Ohio has suffered four disaster declarations since 2011, including a "derecho" wind storm in the summer of 2012 that was the state's third-most expensive natural disaster in 38 years. The storm killed 13 people, left a more than 700-mile-wide band of damage, and cut power to millions.
"Ohioans are seeing climate disruption happen before their eyes with these devastating extreme weather events," said Rashay Layman of the Ohio Sierra Club.
As the dirty fuels industry continues to dump carbon pollution into our air, climate disruption is going to continue -- and we can expect more disasters like the derecho, the wildfires out west, and the drought facing many states.
That's why the Sierra Club applauds last week's announcement of carbon pollution safeguards from the Environmental Protection Agency.
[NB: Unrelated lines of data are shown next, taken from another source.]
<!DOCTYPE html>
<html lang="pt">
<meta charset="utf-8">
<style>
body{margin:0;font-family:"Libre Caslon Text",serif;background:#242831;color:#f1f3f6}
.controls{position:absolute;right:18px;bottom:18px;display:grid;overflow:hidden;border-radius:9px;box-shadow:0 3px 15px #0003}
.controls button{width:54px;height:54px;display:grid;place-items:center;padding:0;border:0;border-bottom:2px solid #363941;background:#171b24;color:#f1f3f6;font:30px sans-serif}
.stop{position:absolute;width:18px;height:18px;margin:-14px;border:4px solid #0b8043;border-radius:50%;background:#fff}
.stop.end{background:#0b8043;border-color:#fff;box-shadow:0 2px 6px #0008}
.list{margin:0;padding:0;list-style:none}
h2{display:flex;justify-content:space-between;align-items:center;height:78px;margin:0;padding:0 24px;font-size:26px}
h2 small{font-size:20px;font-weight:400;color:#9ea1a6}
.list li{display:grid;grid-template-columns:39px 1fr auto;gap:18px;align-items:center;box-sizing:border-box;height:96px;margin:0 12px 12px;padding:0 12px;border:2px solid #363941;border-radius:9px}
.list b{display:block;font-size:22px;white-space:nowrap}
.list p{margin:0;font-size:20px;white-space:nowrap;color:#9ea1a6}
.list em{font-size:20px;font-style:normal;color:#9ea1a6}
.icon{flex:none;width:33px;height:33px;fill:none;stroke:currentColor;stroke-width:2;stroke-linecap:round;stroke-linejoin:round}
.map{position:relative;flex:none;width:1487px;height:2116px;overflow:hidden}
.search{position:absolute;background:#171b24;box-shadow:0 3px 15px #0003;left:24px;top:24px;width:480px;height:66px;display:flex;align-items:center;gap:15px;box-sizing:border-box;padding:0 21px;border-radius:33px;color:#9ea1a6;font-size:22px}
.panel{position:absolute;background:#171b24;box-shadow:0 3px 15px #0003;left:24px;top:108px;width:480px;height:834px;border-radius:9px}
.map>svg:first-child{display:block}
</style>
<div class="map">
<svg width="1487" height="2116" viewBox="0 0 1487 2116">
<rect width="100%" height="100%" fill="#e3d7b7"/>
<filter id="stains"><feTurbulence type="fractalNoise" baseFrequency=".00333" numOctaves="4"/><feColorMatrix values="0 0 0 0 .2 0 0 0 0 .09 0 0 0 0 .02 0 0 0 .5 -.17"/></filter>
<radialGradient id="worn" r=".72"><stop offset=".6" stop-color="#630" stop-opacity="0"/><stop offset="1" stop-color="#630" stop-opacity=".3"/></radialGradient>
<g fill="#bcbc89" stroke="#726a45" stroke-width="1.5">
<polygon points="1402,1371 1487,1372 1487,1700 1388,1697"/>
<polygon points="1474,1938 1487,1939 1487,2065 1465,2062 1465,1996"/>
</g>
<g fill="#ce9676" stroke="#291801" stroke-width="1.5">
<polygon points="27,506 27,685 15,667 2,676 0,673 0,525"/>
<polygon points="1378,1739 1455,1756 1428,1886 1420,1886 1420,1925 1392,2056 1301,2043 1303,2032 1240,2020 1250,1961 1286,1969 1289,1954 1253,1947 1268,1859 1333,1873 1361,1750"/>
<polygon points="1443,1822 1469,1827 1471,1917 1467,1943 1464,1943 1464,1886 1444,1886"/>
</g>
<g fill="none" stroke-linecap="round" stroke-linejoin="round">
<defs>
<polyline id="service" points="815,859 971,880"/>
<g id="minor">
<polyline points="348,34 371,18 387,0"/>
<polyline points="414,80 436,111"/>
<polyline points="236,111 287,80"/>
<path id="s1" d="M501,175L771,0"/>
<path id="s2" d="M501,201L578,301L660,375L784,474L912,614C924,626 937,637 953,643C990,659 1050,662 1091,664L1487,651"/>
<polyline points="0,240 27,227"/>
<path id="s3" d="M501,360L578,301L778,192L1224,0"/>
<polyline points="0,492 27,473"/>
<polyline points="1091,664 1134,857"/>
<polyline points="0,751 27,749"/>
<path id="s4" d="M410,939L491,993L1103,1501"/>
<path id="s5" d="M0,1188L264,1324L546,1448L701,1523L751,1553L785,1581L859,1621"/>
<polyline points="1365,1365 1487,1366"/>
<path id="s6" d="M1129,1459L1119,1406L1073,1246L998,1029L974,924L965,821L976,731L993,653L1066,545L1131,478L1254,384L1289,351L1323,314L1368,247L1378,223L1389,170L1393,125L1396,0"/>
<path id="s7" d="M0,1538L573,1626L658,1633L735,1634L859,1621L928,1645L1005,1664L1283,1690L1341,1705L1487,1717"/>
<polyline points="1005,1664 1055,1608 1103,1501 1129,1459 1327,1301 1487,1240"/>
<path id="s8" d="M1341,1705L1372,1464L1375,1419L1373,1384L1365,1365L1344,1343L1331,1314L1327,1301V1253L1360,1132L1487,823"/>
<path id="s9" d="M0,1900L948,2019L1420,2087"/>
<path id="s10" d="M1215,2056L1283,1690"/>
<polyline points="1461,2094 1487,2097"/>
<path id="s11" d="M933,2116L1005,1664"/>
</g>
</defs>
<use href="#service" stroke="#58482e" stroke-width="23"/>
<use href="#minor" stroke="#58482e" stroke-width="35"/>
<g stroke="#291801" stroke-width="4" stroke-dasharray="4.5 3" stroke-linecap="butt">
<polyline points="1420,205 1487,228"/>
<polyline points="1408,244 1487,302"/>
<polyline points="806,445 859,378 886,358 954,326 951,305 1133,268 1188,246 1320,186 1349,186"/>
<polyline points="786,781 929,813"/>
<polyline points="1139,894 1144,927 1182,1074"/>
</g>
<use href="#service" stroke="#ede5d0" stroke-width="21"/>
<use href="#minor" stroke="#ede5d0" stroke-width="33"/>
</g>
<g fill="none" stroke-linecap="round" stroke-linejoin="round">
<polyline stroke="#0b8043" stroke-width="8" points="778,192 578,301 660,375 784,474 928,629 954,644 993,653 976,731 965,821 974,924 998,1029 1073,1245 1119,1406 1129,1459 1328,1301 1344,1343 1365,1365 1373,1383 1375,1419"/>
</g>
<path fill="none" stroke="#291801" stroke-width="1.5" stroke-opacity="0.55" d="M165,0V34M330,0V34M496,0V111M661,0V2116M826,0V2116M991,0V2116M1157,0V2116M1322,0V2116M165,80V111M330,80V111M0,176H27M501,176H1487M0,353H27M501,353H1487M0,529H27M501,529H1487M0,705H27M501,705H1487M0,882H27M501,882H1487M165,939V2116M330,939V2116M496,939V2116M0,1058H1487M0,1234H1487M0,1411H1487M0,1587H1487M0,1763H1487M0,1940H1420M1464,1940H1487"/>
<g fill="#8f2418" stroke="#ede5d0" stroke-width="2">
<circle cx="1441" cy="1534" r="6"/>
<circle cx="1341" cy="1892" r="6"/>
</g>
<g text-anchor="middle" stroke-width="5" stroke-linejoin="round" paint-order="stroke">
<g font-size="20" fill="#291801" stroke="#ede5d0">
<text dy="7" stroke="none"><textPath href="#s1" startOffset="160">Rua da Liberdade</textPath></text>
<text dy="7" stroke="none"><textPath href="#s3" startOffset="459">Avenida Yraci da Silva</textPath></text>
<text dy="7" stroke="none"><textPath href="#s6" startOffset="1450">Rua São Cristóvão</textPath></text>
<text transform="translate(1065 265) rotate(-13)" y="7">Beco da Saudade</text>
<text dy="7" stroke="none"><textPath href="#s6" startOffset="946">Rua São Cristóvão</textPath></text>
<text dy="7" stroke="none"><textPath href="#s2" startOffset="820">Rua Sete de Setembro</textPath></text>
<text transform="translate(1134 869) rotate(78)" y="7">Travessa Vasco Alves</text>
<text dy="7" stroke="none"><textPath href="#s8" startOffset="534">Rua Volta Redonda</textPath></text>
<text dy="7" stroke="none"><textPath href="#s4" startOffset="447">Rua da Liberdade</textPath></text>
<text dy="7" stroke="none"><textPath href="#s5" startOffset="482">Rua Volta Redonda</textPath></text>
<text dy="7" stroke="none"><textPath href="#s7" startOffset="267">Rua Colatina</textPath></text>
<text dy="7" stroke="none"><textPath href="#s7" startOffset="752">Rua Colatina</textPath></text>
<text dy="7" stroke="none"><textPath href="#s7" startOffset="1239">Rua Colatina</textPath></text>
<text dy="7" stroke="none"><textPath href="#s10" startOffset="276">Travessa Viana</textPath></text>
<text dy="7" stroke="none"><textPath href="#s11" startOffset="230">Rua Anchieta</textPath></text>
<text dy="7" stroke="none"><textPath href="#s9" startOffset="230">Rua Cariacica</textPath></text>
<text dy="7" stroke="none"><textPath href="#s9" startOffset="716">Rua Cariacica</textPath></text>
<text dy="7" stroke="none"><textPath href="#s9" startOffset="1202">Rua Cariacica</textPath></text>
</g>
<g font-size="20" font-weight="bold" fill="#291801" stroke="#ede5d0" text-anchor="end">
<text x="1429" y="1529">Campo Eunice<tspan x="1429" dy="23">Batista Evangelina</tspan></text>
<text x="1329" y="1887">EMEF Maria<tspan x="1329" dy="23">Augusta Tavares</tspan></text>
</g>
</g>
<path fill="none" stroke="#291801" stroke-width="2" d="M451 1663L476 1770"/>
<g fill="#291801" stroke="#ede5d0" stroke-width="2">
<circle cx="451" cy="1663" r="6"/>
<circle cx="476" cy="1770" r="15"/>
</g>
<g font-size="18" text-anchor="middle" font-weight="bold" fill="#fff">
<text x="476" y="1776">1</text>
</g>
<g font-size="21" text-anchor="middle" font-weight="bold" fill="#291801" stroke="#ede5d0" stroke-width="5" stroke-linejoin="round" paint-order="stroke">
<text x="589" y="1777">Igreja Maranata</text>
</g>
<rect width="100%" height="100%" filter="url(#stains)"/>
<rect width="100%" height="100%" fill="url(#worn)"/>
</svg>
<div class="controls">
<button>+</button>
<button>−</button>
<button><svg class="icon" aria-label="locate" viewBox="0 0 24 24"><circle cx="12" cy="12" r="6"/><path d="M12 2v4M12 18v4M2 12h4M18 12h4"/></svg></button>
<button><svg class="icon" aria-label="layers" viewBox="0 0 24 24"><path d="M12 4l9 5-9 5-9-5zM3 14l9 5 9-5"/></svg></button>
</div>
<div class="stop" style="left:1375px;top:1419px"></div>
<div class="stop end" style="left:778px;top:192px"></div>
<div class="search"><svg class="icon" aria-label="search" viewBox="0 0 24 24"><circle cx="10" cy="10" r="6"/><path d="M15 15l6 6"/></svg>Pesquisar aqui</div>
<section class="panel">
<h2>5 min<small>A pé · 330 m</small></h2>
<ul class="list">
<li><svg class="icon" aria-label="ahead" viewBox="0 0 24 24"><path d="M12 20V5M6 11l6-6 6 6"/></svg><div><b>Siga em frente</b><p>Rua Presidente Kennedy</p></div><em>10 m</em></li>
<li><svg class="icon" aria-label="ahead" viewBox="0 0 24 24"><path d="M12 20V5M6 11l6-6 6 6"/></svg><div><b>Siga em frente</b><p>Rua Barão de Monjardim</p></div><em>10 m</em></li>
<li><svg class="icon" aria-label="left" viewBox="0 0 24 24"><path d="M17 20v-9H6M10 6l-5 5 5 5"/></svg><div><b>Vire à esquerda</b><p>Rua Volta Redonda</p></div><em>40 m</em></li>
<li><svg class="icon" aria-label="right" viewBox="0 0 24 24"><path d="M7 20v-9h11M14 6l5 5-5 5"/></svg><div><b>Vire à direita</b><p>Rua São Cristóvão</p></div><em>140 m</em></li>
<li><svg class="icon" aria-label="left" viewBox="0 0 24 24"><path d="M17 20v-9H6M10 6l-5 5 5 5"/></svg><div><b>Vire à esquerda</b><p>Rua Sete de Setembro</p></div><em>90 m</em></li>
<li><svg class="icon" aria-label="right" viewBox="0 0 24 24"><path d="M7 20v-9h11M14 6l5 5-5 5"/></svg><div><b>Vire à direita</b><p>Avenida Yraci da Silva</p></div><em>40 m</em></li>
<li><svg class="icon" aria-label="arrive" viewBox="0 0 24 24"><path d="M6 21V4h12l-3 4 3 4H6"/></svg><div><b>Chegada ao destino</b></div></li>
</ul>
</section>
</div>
We're holding climate action events nationwide to raise awareness and show the huge outpouring of support for these historic protections.
On Wednesday, the Ohio Sierra Club joined a coalition of groups to hold a climate disruption roundtable with local health and emergency-preparedness experts. They discussed the new carbon-pollution safeguards as well as the threats that climate disruption poses to the Buckeye State.
"Climate change presents unmistakable challenges to our residents. Collaboration is critical as we work together to develop policies and programs and put systems in place to protect the health and improve the lives of our residents," said Columbus Public Health Commissioner Dr. Teresa Long at the roundtable.
Sierra Club Michigan held a similar roundtable in Ann Arbor earlier this week. "The audience was a great mix of University of Michigan students, staff, and local residents," said Sierra Club Michigan Organizer Brad van Guilder. "They were all eager to see the coordinated climate action plans of the city of Ann Arbor and the University of Michigan bolstered by President Obama's climate action with a strong and equitable carbon rule for new and existing sources as its centerpiece."
I'm excited to see thousands of Americans speak up nationwide at events like the roundtable in Ohio. Just yesterday, the Sierra Club (with the help of some exiled polar bears) delivered more than 500,000 comments to the White House calling for no oil drilling in the Arctic Ocean. In New Jersey, activists will gather in Liberty State Park to reflect on the destruction caused by Superstorm Sandy. Out in Colorado, Boulder residents will rally in the wake of severe flooding to call for climate solutions.
We know our planet faces a serious problem, and we want solutions. We cannot continue to power our homes and businesses with dirty fuels that speed climate disruption. On Thursday, the U.S. State Department released its 2014 Climate Action Report, and today the Intergovernmental Panel on Climate Change released its latest climate science report. The findings show the urgent need to take significant steps to stop climate disruption.
Join us in supporting the EPA's carbon pollution safeguards. Everyone's voice is critical, especially those on the front lines who are seeing the effects of climate disruption firsthand.
My colleague Rashay said it best: "We need community leaders on the front lines of the fight against climate change."